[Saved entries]
====================

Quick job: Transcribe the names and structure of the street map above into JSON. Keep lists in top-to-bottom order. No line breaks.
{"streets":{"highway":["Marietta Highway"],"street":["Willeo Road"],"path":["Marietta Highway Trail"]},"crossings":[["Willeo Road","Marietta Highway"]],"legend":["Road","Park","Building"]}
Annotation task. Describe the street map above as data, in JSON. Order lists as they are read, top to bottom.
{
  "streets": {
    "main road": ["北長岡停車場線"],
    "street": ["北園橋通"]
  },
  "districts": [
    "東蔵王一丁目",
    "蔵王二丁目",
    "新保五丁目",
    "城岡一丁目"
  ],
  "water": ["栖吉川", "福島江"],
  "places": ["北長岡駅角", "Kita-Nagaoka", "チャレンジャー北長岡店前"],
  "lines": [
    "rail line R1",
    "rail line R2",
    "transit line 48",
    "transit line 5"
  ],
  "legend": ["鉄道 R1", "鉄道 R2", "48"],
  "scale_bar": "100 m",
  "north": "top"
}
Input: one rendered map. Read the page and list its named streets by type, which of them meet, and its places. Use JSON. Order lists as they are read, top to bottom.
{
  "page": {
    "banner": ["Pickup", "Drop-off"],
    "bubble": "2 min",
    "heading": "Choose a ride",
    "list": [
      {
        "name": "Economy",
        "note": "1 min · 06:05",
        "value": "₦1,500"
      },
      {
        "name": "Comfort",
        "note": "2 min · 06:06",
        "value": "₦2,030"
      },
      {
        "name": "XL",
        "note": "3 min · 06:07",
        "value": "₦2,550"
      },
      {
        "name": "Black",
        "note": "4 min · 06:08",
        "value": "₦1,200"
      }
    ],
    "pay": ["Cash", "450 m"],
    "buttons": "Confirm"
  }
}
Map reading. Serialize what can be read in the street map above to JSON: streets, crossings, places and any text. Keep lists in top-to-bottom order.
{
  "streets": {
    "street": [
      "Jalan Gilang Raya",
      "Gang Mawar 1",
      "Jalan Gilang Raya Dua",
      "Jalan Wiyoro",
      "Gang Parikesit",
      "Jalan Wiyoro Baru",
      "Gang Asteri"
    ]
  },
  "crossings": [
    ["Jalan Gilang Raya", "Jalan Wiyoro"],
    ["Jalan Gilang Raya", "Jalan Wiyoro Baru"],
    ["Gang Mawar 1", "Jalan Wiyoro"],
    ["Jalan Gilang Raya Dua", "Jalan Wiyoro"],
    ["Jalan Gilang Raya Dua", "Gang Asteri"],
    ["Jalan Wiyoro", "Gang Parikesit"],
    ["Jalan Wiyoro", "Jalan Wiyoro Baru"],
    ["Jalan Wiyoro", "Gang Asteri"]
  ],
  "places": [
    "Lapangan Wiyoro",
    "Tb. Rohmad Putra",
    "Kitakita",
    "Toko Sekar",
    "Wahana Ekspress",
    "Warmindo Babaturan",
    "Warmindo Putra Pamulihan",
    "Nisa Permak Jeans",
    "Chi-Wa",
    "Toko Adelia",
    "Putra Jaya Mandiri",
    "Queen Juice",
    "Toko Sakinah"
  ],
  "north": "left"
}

====================

**WHAT IS NEEDED**
The answer must be the lines from the one containing "Map reading. Serialize" through the last line of the records, written out exactly; please include nothing more.

**PROBLEM SOLUTION**
Map reading. Serialize what can be read in the street map above to JSON: streets, crossings, places and any text. Keep lists in top-to-bottom order.
{
  "streets": {
    "street": [
      "Jalan Gilang Raya",
      "Gang Mawar 1",
      "Jalan Gilang Raya Dua",
      "Jalan Wiyoro",
      "Gang Parikesit",
      "Jalan Wiyoro Baru",
      "Gang Asteri"
    ]
  },
  "crossings": [
    ["Jalan Gilang Raya", "Jalan Wiyoro"],
    ["Jalan Gilang Raya", "Jalan Wiyoro Baru"],
    ["Gang Mawar 1", "Jalan Wiyoro"],
    ["Jalan Gilang Raya Dua", "Jalan Wiyoro"],
    ["Jalan Gilang Raya Dua", "Gang Asteri"],
    ["Jalan Wiyoro", "Gang Parikesit"],
    ["Jalan Wiyoro", "Jalan Wiyoro Baru"],
    ["Jalan Wiyoro", "Gang Asteri"]
  ],
  "places": [
    "Lapangan Wiyoro",
    "Tb. Rohmad Putra",
    "Kitakita",
    "Toko Sekar",
    "Wahana Ekspress",
    "Warmindo Babaturan",
    "Warmindo Putra Pamulihan",
    "Nisa Permak Jeans",
    "Chi-Wa",
    "Toko Adelia",
    "Putra Jaya Mandiri",
    "Queen Juice",
    "Toko Sakinah"
  ],
  "north": "left"
}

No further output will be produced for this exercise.